Sources familiar with matter were quoted by Bloomberg News as saying that the US Office of the Comptroller of the Currency (OCC) and the Consumer Financial Protection Bureau (CFPB) will ink nearly $80m settlement agreement with JPMorgan, over both the issues.

It is believed that the settlement with JP Morgan, which previously revealed the credit card and identity-theft product probe, will be announced by next week.

In May 2013, California’s attorney general Kamala Harris filed a lawsuit against JP Morgan Chase & Co, accusing the firm for fraudulent execution and illicit debt-collection practices against tens of thousands of denizens of California.
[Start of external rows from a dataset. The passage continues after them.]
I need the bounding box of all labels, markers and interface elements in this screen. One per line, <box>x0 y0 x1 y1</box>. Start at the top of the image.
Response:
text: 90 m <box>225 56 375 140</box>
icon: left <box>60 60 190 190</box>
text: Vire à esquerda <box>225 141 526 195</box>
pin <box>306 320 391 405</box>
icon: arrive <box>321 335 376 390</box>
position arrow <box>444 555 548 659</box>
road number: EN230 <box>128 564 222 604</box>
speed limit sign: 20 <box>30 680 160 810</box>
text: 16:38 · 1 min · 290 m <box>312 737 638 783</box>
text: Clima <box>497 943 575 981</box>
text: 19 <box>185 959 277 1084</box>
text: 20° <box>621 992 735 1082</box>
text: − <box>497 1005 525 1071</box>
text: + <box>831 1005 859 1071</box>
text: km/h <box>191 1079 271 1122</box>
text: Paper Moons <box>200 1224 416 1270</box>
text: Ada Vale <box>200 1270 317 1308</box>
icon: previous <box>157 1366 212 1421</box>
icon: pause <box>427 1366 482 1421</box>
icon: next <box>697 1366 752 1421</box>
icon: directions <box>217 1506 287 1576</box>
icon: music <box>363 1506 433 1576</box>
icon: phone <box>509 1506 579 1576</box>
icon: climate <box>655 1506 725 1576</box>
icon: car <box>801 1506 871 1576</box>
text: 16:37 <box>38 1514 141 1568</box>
The enforcement action claims that the bank was engaged in widespread, illegal ‘robo-signing’, as well as other illegal practices, and committed debt-collection abuses against nearly 100,000 California credit card borrowers over at least a three-year period.

Most recently, the company agreed to pay $18.3m to settle a lawsuit, which accuses that its Bear Stearns division failed to reveal the authentic interest rates on adjustable-rate mortgage documents.

The US bank is facing a string of legal cases, including infamous London Whale trading scandal.

Over the last two years, it has incurred nearly $10bn in legal cases and at the end of June 2013, it raised its estimate of losses to more than its reserves to $6.8bn from $6bn at the end of March 2013.

Recently, the US Federal Housing Finance Agency (FHFA) asked JP Morgan Chase to pay $6bn to settle cases over sale of bad mortgage bonds to government-backed finance companies.